Function V_estimate(T=10, S0=1, gamma=0.9, n_trials=10) calls reward_cumulative() function n_trials number of times and then estimates the state-value based on these n_trials paths.

In [117]:
import random
from matplotlib import pyplot as plt 
import numpy as np

class Environment:
    def __init__(self, S0 = 1):
        self.time = 0
        self.state = S0

    def admissible_actions(self):
        A = list((-1,0,1))
        if self.state == 1: A.remove(-1)
        if self.state == 3: A.remove(1)
        return A
    
    def check_state(self):
        return self.state

    def get_reward(self, action):
        self.time += 1
        move = action
        if self.state > 1 and move > -1:
            move = np.random.choice([move-1, move],p=[0.1,0.9])
        self.state += move
        if self.state == 3:
            reward = 1
        else:
            reward = 0
        return reward


class Agent:
    def __init__(self):
        self.current_reward = 0.0

    def step(self, env):
        #actions = env.admissible_actions()
        action_selected = 0
        reward = env.get_reward(action_selected)            
        self.current_reward = reward
        
def reward_cumulative(T=10, S0=1, gamma=1):
    env = Environment(S0)
    agent = Agent()
    G = 0
    while env.time <= T:
        agent.step(env)
        G += gamma**(env.time-1)*agent.current_reward
    return G

def V_estimate(T=10, S0=1, gamma=0.9, n_trials=10):
    V_estimate = 0
    for i in range(1,n_trials+1):
        #V_estimate = (V_estimate*(i-1) + reward_cumulative(T, S0, gamma))/i
        V_estimate = V_estimate+(reward_cumulative(T, S0, gamma)-V_estimate)/i 
    return V_estimate

In [116]:
T = 100
V = np.array([V_estimate(T, S0 = s, gamma=0.9, n_trials=10000) for s in range(1,4)])
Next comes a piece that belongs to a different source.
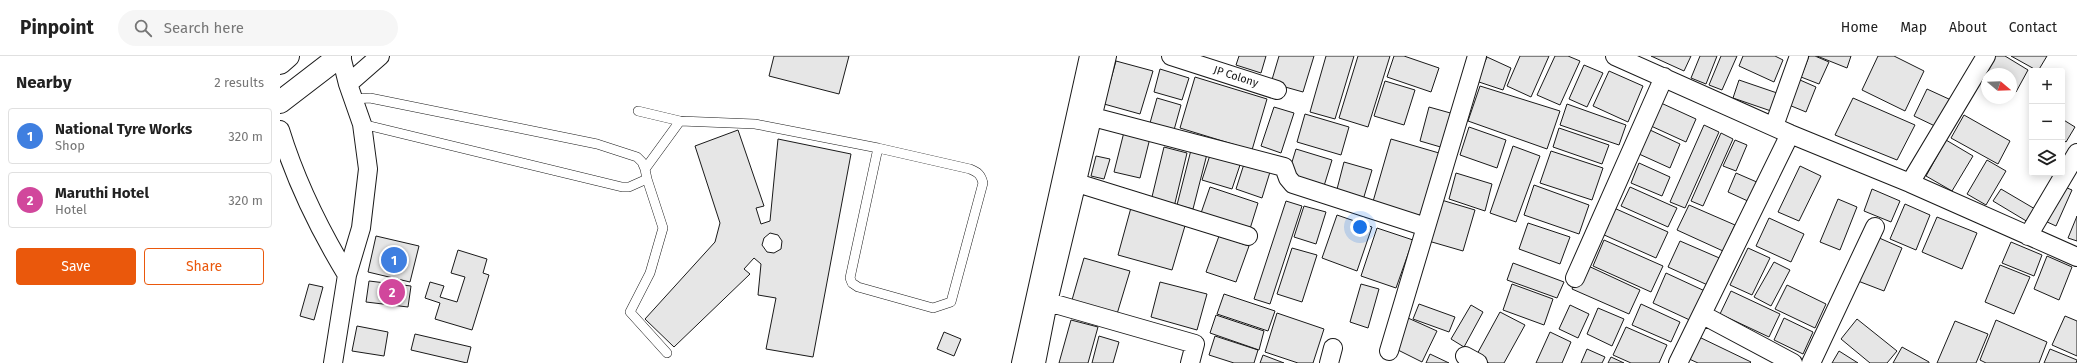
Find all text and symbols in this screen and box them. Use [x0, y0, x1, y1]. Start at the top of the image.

np.set_printoptions(precision=2)
print("state-value function:")
print(V)

state-value function:
[0.   0.   4.78]


## Problem 1 (5 points)

Please add state 4 and 5 to the Environment. For entering states 4 and 5 assume no rewards. Please keep current reward from entering state 3 as is, i.e. 2->3, 3->3, 4->3 will result in reward=1. All other cases correspond to 0 reward.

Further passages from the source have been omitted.